South Korean film injects diversity back into Oscars

LOS ANGELES (Reuters) - At an Oscars ceremony nearly devoid of acting nominees of color and lacking any women among the contenders for best director, it fell to an Asian filmmaker and his cast to bring diversity to the American film industry’s highest honors.

South Korean filmmaker Bong Joon Ho’s “Parasite” took several of the top awards of the night, including best picture, best director, best international film and best original screenplay.

“Parasite” became the first foreign-language film to win best picture in the 92-year history of the Academy Awards.

Still, the spotty record of the Academy of Motion Picture Arts and Sciences in achieving greater racial diversity remained a through-line of the ceremony

Four years after the #OscarsSoWhite furor was supposed to have spurred Hollywood to become more inclusive, just one of the 20 contenders for best lead or supporting acting honors this year was a performer of color - Cynthia Erivo. She starred as anti-slavery freedom fighter Harriet Tubman in “Harriet.” She didn’t win.

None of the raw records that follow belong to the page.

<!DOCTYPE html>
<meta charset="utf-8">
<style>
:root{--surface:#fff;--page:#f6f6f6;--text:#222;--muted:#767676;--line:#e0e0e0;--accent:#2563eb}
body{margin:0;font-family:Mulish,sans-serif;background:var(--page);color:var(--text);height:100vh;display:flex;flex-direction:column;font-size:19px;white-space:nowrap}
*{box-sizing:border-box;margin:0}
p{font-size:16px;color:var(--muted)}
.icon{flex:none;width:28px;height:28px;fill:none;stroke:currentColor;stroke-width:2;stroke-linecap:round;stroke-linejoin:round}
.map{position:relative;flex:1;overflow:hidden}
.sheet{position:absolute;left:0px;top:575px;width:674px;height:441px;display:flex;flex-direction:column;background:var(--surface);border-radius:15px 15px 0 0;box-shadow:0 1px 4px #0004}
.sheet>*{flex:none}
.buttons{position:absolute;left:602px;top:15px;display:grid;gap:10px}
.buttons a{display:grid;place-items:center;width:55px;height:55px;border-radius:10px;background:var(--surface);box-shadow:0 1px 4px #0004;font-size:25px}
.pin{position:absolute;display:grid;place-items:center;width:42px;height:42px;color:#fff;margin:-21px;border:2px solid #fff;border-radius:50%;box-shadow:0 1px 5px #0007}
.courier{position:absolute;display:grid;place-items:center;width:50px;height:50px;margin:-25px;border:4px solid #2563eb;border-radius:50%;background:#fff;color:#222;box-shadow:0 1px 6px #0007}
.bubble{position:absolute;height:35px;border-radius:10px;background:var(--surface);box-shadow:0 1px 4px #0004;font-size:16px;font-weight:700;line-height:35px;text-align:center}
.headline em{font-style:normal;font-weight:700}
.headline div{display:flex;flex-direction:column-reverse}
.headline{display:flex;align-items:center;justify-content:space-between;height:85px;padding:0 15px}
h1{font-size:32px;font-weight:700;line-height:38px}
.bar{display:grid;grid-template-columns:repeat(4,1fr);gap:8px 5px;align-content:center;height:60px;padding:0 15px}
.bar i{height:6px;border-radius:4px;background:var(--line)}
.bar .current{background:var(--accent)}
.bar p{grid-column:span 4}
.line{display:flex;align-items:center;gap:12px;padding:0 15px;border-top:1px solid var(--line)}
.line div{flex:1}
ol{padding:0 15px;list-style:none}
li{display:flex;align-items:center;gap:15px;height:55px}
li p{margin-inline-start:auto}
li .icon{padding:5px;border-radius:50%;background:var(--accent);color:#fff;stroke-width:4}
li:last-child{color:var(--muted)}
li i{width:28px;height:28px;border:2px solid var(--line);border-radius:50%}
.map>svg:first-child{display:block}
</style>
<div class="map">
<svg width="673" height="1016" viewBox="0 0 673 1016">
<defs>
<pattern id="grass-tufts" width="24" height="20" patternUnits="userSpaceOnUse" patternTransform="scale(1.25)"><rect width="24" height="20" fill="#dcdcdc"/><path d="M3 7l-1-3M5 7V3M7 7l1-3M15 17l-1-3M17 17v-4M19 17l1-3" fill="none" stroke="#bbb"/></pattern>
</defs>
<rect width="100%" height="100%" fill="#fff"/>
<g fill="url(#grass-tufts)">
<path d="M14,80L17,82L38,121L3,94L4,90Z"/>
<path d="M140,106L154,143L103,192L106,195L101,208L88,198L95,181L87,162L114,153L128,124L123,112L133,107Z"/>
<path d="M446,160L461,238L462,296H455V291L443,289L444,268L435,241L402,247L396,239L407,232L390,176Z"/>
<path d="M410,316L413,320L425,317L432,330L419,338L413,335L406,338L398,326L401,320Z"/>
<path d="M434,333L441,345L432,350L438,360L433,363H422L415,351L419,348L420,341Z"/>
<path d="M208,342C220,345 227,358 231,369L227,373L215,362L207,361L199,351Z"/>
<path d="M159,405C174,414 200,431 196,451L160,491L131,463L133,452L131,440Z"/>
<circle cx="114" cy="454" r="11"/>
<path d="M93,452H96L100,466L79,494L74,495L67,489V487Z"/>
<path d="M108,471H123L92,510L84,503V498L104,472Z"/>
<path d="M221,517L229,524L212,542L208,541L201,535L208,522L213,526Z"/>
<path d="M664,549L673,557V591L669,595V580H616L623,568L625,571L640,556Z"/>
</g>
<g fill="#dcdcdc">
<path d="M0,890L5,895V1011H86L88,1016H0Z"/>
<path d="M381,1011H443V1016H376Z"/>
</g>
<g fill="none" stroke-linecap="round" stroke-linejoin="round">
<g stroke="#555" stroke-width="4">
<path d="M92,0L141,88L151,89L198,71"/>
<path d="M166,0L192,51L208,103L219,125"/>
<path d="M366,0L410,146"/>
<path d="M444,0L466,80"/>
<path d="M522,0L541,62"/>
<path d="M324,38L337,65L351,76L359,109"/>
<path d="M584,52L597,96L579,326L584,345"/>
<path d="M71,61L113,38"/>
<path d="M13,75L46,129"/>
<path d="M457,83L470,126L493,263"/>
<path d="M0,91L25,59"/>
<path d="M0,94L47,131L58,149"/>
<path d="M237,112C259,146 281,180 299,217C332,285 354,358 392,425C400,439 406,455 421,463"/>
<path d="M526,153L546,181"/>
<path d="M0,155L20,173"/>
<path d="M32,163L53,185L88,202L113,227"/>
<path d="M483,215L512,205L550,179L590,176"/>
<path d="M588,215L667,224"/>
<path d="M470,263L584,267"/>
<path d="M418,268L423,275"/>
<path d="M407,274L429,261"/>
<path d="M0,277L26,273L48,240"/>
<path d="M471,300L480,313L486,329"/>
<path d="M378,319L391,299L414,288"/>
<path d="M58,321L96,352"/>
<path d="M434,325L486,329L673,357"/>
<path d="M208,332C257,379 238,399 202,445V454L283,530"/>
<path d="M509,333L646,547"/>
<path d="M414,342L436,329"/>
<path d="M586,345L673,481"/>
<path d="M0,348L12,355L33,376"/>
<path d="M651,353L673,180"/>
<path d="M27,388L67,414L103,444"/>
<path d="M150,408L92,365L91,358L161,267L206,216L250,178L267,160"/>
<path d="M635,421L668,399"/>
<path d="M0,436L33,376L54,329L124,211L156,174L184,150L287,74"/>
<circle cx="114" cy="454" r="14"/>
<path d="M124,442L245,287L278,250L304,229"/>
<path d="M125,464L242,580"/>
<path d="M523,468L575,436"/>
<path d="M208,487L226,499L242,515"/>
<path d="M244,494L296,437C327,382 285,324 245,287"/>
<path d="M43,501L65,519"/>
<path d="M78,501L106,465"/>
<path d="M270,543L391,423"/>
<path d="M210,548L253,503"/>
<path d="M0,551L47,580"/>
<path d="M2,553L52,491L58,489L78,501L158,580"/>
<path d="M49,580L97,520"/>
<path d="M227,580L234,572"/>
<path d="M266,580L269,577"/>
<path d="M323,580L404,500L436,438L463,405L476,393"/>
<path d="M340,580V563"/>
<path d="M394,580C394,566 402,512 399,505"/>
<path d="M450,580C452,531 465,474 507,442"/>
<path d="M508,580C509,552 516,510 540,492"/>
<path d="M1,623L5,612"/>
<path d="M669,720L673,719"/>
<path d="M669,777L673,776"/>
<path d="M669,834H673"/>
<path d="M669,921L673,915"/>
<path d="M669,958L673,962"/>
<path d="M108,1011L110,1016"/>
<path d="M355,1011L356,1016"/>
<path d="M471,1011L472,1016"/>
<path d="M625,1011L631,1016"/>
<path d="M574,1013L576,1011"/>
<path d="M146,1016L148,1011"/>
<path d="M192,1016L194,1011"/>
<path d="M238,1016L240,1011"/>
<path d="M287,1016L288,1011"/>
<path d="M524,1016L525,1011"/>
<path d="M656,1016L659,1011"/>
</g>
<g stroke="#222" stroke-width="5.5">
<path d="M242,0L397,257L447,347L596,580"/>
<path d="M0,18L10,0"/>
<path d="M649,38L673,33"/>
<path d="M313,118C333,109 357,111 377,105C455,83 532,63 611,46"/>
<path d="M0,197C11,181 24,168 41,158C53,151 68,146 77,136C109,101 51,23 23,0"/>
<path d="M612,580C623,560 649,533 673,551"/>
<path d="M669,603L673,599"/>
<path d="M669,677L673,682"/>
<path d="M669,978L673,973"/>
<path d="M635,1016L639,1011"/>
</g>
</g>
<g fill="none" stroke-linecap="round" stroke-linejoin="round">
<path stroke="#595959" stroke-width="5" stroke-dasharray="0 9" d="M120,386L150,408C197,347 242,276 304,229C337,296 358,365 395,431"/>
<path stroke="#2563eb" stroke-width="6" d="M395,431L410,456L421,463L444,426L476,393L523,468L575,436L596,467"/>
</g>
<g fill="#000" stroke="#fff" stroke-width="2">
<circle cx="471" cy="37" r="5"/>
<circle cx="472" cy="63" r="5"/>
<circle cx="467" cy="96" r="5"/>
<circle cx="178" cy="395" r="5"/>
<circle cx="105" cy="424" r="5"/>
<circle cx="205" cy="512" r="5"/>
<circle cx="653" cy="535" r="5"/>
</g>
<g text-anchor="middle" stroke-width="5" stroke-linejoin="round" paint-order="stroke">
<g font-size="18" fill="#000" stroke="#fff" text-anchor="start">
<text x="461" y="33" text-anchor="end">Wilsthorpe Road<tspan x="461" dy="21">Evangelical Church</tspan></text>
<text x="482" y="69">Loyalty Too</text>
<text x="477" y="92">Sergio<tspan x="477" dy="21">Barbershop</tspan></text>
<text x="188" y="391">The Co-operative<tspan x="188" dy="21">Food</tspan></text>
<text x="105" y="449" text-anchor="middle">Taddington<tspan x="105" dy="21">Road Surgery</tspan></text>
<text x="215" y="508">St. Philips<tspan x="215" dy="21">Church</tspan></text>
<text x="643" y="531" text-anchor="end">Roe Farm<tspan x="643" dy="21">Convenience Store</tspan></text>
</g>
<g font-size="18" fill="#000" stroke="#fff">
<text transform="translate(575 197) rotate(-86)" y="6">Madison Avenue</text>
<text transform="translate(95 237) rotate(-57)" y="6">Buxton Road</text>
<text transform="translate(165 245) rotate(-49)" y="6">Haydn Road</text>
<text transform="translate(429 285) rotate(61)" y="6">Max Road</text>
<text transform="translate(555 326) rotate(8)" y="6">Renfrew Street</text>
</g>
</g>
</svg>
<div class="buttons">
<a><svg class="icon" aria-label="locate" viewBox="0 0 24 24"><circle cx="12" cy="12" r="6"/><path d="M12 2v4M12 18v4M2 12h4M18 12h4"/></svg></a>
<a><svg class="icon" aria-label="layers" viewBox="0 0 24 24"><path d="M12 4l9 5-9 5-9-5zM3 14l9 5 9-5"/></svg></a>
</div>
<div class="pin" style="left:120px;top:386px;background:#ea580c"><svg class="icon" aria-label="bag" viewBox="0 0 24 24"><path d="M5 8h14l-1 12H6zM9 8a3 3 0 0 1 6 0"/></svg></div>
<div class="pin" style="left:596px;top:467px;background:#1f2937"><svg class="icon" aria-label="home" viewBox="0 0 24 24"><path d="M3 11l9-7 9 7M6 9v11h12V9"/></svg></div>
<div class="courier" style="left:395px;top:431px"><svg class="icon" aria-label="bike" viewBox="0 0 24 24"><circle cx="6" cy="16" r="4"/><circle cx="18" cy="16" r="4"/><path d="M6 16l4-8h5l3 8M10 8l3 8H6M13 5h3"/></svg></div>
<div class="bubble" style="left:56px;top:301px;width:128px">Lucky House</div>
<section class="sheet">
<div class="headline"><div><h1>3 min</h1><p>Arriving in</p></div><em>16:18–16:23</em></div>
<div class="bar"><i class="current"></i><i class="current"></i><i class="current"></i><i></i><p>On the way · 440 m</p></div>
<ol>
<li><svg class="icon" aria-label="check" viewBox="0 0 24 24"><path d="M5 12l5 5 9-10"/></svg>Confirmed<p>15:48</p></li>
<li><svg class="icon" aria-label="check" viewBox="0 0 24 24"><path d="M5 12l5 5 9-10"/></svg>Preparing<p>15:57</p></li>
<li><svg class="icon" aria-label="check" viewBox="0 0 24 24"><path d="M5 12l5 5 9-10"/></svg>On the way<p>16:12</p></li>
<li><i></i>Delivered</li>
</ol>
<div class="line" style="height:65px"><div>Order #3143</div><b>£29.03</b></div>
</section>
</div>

“Cynthia did such a great job in ‘Harriet’ hiding black people that the academy got her to hide all the black nominees,” comedian Chris Rock joked in an opening monologue he shared with fellow funnyman Steve Martin.

“Think how much the Oscars have changed in the past 92 years,” Martin exclaimed. “Back in 1929, there were no black acting nominees.”

Bong Joon Ho poses with the Oscar for Best Picture for "Parasite" in the photo room during the 92nd Academy Awards in Hollywood, Los Angeles, California, U.S., February 9, 2020. REUTERS/Lucas Jackson

“And now in 2020, we got one!” Rock added in a not-so subtle punchline jab.

The all-male roster of best director nominees has likewise drawn criticism of the academy after a year in which women made up 21 percent among all directors, writers, producers and cinematographers on the 250 highest-grossing films.

And of the nine best-picture nominees at Sunday’s ceremony, only one of them - “Little Women” - was a film made by a woman about women. The absence of its director, Greta Gerwig, from the list of nominees for achievement in directing this year was widely seen as a glaring omission.

Rock and Martin picked up on that motif as well in the following exchange:

Rock: “So many great directors nominated this year.”

Martin: “I don’t know, because I thought there was something missing from the list this year.”

Rock: “What, vaginas?”

The observation was one of the big applause lines early in the ceremony.

The lack of diversity was addressed head-on again about midway through the three-hour-plus telecast by actor-musician Utkarsh Ambudkar, who appeared on stage to recount highlights from the first half of the ceremony in rap.

“I’m here to recap the show and MC for a bunch of nominees that don’t look like me,” he said.

Actor-singer Janelle Monae pointed to the diversity problem in the show’s opening musical dance number, singing: “It’s time to come alive ... because the Oscars is so white!”

But for all the running commentary on a lack of diversity at this year’s Oscar proceedings, the show ended with the all-Korean cast of “Parasite” assembled on the Dolby Theatre stage accepting the best picture award.